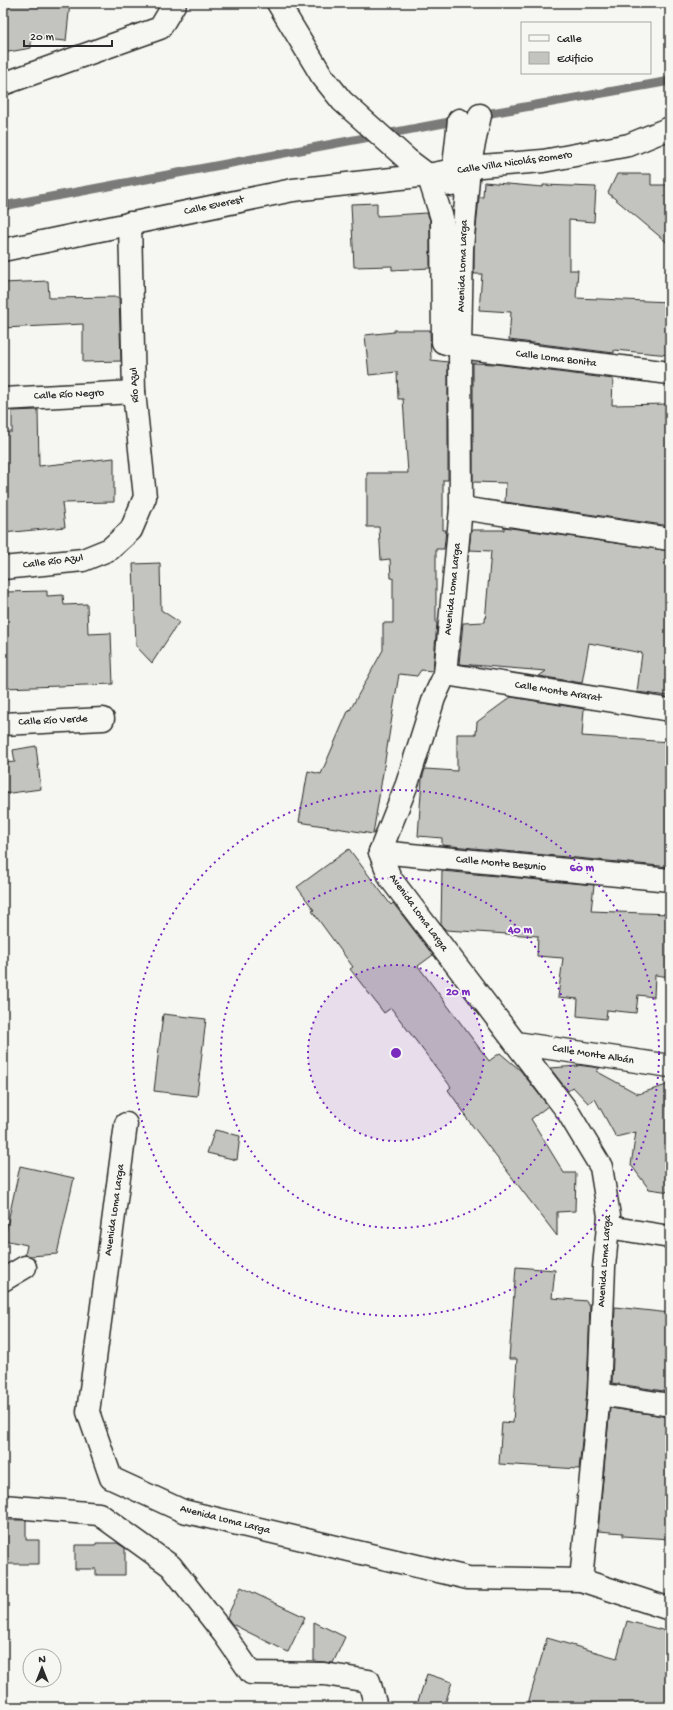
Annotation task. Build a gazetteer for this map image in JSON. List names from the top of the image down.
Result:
{
  "streets": {
    "street": [
      "Calle Villa Nicolás Romero",
      "Calle Everest",
      "Avenida Loma Larga",
      "Calle Loma Bonita",
      "Río Azul",
      "Calle Río Negro",
      "Calle Río Azul",
      "Calle Monte Ararat",
      "Calle Río Verde",
      "Calle Monte Besunio",
      "Calle Monte Albán"
    ]
  },
  "crossings": [
    ["Calle Villa Nicolás Romero", "Calle Everest"],
    ["Calle Villa Nicolás Romero", "Avenida Loma Larga"],
    ["Calle Everest", "Avenida Loma Larga"],
    ["Calle Everest", "Río Azul"],
    ["Avenida Loma Larga", "Calle Loma Bonita"],
    ["Avenida Loma Larga", "Calle Monte Ararat"],
    ["Avenida Loma Larga", "Calle Monte Besunio"],
    ["Avenida Loma Larga", "Calle Monte Albán"],
    ["Río Azul", "Calle Río Negro"],
    ["Río Azul", "Calle Río Azul"]
  ],
  "legend": ["Calle", "Edificio"],
  "scale_bar": "20 m",
  "north": "top",
  "rings": ["60 m", "40 m", "20 m"]
}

▶ Task description:
Output the entries above verbatim, with no picture included.

▶ Answer for the task:
Annotation task. Build a gazetteer for this map image in JSON. List names from the top of the image down.
Result:
{
  "streets": {
    "street": [
      "Calle Villa Nicolás Romero",
      "Calle Everest",
      "Avenida Loma Larga",
      "Calle Loma Bonita",
      "Río Azul",
      "Calle Río Negro",
      "Calle Río Azul",
      "Calle Monte Ararat",
      "Calle Río Verde",
      "Calle Monte Besunio",
      "Calle Monte Albán"
    ]
  },
  "crossings": [
    ["Calle Villa Nicolás Romero", "Calle Everest"],
    ["Calle Villa Nicolás Romero", "Avenida Loma Larga"],
    ["Calle Everest", "Avenida Loma Larga"],
    ["Calle Everest", "Río Azul"],
    ["Avenida Loma Larga", "Calle Loma Bonita"],
    ["Avenida Loma Larga", "Calle Monte Ararat"],
    ["Avenida Loma Larga", "Calle Monte Besunio"],
    ["Avenida Loma Larga", "Calle Monte Albán"],
    ["Río Azul", "Calle Río Negro"],
    ["Río Azul", "Calle Río Azul"]
  ],
  "legend": ["Calle", "Edificio"],
  "scale_bar": "20 m",
  "north": "top",
  "rings": ["60 m", "40 m", "20 m"]
}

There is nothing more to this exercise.